Training

3 minutes reading time (604 words)

Show dog training

In major dog shows like Westminster in the United States or Crufts in the UK, there are over 130 different breeds of dogs that take part in dog show competition. It may look easy but there is more to show dog training than just ‘sit’, ‘stay’ or circling around the show ring. Every dog breed contains a select portion that is more ‘ideal’ than its companions. The first selection criteria is ‘conformation’ where arrangement of legs, tail, head, ears, etc, that are set appearance. Puppies often do not exhibit measurable signs of these components. For this reason, show dog training begins life with the offspring of other notable show dogs.

With a show dog offspring in hand, the next step is establishing a dedicated training regiment. Training commences with a course of daily training sessions that span several months or several weeks. The first step is establishing basic expected behaviors and move forward to more advanced behaviors. At all times, the trainer maintains a keen eye towards the dog’s progress.

During a competition, a show dog must hit specific marks predetermined by the show ring. In addition, specific poses and walks must be adhered to. This must all be completed with thousands of people looking on. The earlier a training regiment can be established the better. Along with traditional behaviors, handling behaviors need to be set in place. Show dogs are subjected to judges inspecting eyes, ears, teeth, and coats, among other things. Therefore, dogs must be of the temperament to handle this.

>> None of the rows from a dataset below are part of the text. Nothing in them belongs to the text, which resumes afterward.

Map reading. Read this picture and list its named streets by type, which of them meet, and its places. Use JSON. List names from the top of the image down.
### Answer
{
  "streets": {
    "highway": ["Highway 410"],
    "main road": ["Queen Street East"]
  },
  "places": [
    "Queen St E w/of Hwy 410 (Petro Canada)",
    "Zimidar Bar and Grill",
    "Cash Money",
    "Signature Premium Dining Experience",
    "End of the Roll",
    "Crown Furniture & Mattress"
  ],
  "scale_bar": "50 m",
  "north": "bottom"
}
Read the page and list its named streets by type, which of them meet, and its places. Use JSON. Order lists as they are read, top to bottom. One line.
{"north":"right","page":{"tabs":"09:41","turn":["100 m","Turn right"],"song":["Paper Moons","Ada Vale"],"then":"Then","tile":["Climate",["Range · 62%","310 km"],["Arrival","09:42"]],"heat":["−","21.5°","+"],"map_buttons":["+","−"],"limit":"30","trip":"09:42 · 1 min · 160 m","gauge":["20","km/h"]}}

An ideal way to establish handling is through a bathing routine. Moving a dog’s feet, exposing its gums, handling its ears and so forth is a great way to get a dog use to extreme handling. Bath time should not be all teaching. Leave a little bit of time for fun for you and the dog. Bath time is also ideal for perfecting the ‘stance’. Variations include all fours on the ground; one foot raised; sitting; and standing. Whatever the chosen pose, the dog needs to hold it for as long as the trainer dictates.

Leash training is utilized to establish a walking pattern in time with the trainer. Starting at normal walking/heeling paces, the trainer should pick up pace and direction as quickly as possible. Show dogs can be taught to make these quick direction changes with the use of a clicker. Execute the ‘click’ sound and pull the leash in the same direction. The dog should stay at the trainer’s side, never in front of or behind the trainer.

Once this training proves successful, move on to loose leash training. Shortly following this, the dog should maintain walking commands without the use of a leash entirely. Be sure to enforce the ‘side’ position. Once here, the walking pace should be increased up to a slow trot.

Leash or clicker training can be highly effective in teaching when to stop and start walking. A simple tug of the leash or ‘click’ can direct a dog in the desired direction. The idea here is to instill in the dog to walk when you walk, run when you run and stop when you stop. For as long as you desire time wise.

Show dog training can still incorporate the basic rule of dog training: love and respect. When a dog feels love and respect, it is more likely to execute its trainer’s commands. Show dogs can be temperamental at times but do enjoy the activity at hand as should the trainer. Otherwise, the time and money investment for a show dog will be wasted.